--- Directions for this task ---
Send back exactly the lines from the opening line of the records below through the one with "Map reading. Build".

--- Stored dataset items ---
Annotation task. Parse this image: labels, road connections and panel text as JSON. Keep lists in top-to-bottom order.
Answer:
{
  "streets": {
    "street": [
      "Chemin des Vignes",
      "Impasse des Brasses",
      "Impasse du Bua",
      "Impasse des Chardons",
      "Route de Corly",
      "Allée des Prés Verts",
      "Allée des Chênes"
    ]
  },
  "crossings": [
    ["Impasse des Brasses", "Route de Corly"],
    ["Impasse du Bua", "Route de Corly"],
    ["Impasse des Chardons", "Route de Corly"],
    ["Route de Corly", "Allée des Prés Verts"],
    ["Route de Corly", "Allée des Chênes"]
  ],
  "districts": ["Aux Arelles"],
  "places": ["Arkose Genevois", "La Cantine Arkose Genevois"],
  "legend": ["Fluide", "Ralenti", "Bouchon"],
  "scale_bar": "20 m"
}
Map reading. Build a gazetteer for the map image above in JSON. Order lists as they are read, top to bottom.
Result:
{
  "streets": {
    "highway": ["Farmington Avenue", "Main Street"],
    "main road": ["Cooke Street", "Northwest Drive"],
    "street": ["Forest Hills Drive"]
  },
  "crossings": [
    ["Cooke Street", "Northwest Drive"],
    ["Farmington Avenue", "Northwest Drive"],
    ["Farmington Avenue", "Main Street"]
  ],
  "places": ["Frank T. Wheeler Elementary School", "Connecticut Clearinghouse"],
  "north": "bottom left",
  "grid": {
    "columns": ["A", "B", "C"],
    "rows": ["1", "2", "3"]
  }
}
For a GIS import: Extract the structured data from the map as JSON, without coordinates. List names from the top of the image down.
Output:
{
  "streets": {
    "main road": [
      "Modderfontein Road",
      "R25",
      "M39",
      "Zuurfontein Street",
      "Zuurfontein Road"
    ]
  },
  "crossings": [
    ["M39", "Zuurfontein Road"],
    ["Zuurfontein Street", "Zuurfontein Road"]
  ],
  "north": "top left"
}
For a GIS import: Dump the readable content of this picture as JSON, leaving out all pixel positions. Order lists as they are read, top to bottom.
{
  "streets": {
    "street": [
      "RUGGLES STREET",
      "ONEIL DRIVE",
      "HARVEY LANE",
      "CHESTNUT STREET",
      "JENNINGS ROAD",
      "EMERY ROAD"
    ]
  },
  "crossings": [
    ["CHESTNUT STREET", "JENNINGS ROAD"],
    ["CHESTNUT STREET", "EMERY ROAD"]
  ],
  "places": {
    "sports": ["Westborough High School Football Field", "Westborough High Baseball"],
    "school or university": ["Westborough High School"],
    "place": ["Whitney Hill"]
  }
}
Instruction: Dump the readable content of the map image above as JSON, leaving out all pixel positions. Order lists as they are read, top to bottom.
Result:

--- Answer section ---
Annotation task. Parse this image: labels, road connections and panel text as JSON. Keep lists in top-to-bottom order.
Answer:
{
  "streets": {
    "street": [
      "Chemin des Vignes",
      "Impasse des Brasses",
      "Impasse du Bua",
      "Impasse des Chardons",
      "Route de Corly",
      "Allée des Prés Verts",
      "Allée des Chênes"
    ]
  },
  "crossings": [
    ["Impasse des Brasses", "Route de Corly"],
    ["Impasse du Bua", "Route de Corly"],
    ["Impasse des Chardons", "Route de Corly"],
    ["Route de Corly", "Allée des Prés Verts"],
    ["Route de Corly", "Allée des Chênes"]
  ],
  "districts": ["Aux Arelles"],
  "places": ["Arkose Genevois", "La Cantine Arkose Genevois"],
  "legend": ["Fluide", "Ralenti", "Bouchon"],
  "scale_bar": "20 m"
}
Map reading. Build a gazetteer for the map image above in JSON. Order lists as they are read, top to bottom.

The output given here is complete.